Exercise> Examine the entries below, count the lines holding the string "Task", and respond with the number only.
---------- Records shown ----------
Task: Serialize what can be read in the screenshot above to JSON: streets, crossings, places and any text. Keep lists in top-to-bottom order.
----------
---------- Records shown ----------
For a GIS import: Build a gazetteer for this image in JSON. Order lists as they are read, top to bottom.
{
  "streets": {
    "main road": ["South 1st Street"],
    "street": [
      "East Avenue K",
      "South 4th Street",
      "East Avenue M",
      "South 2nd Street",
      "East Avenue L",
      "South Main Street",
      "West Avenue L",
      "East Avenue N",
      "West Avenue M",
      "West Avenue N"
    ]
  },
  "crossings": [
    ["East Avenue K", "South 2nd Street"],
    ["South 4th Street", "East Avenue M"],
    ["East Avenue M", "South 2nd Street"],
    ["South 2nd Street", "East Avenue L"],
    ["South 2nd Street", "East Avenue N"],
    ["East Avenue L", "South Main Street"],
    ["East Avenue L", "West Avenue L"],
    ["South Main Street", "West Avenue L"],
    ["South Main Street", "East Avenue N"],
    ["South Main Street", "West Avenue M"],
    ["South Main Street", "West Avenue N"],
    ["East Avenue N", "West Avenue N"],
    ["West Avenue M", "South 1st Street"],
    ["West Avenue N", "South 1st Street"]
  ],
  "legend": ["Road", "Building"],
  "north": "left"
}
----------
---------- Records shown ----------
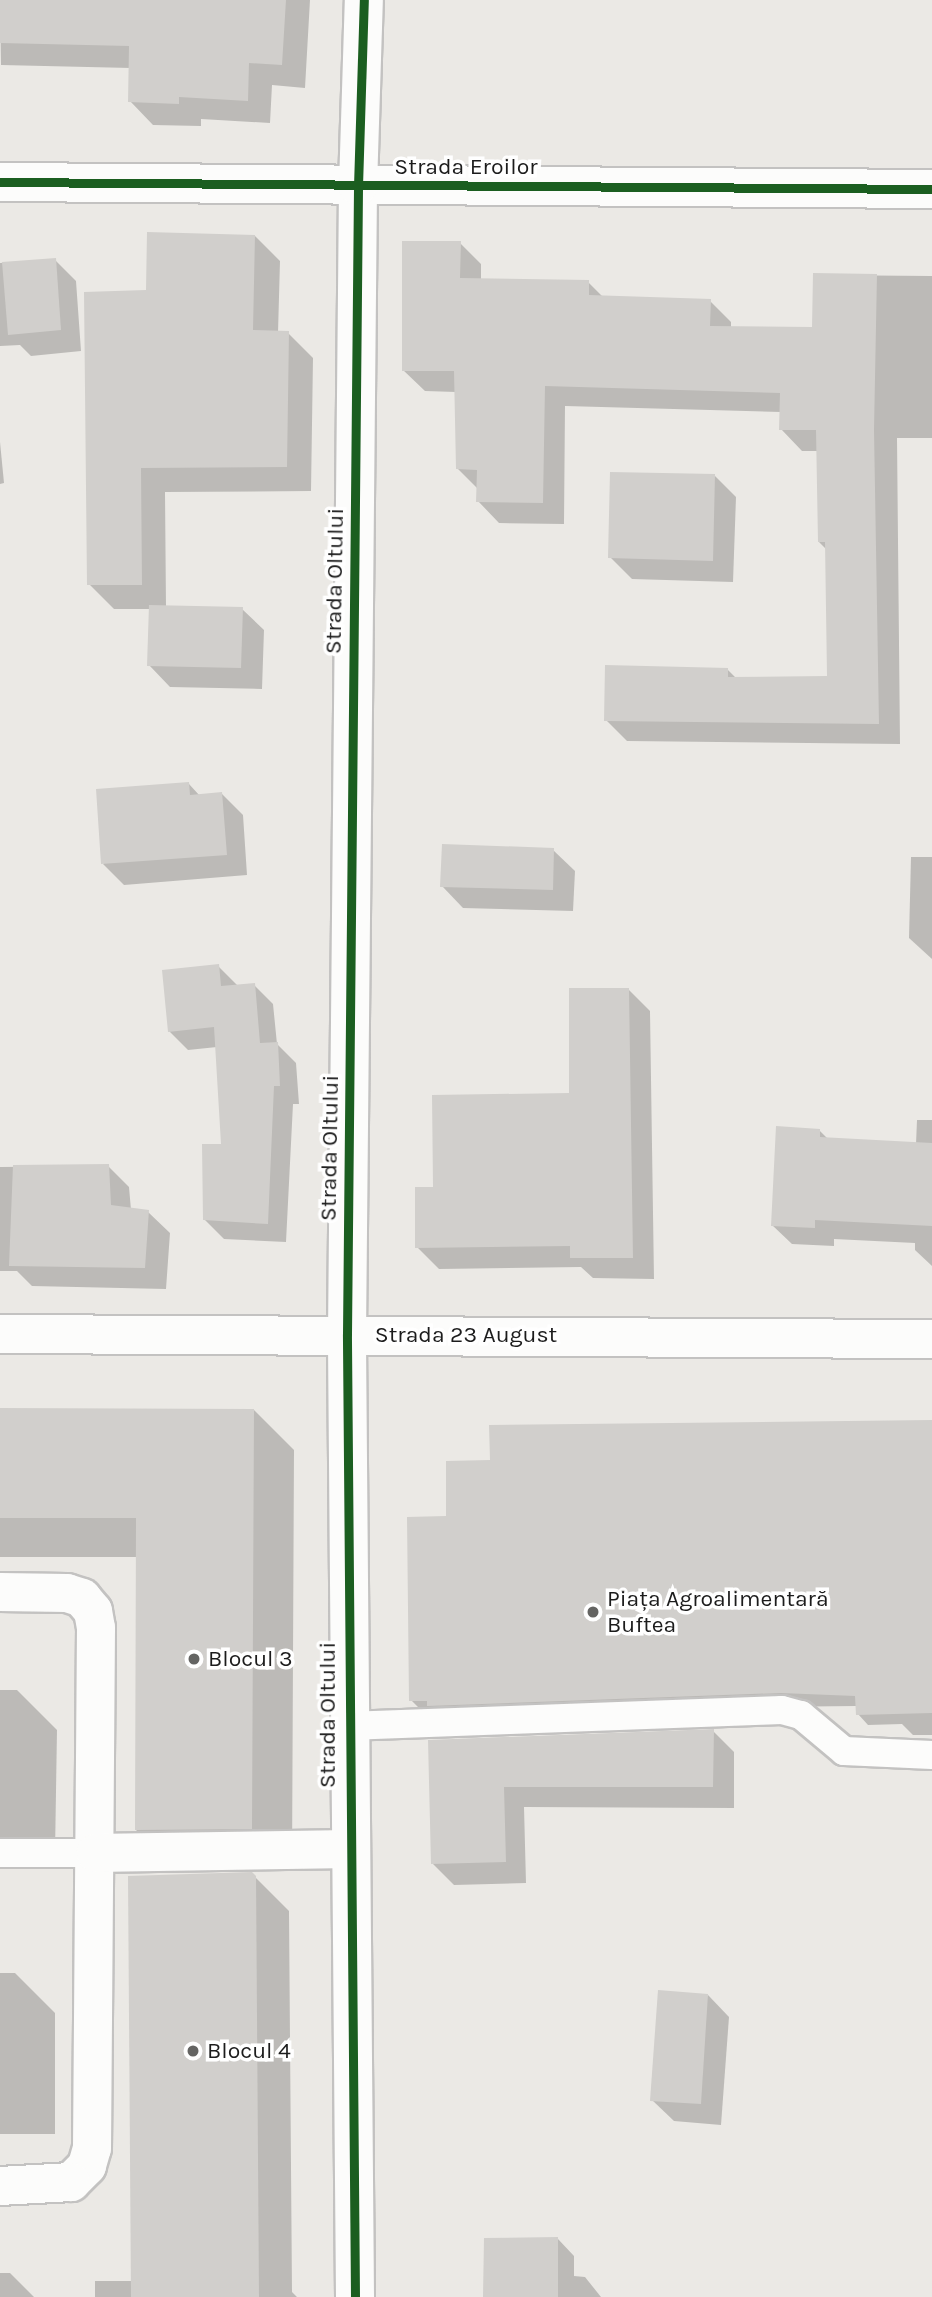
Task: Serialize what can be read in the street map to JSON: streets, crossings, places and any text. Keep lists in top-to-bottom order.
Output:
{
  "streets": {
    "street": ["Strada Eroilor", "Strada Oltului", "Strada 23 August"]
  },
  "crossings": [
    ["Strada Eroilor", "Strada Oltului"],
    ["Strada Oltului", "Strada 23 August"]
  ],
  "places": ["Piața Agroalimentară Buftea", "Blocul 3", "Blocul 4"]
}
----------
Answer section> 2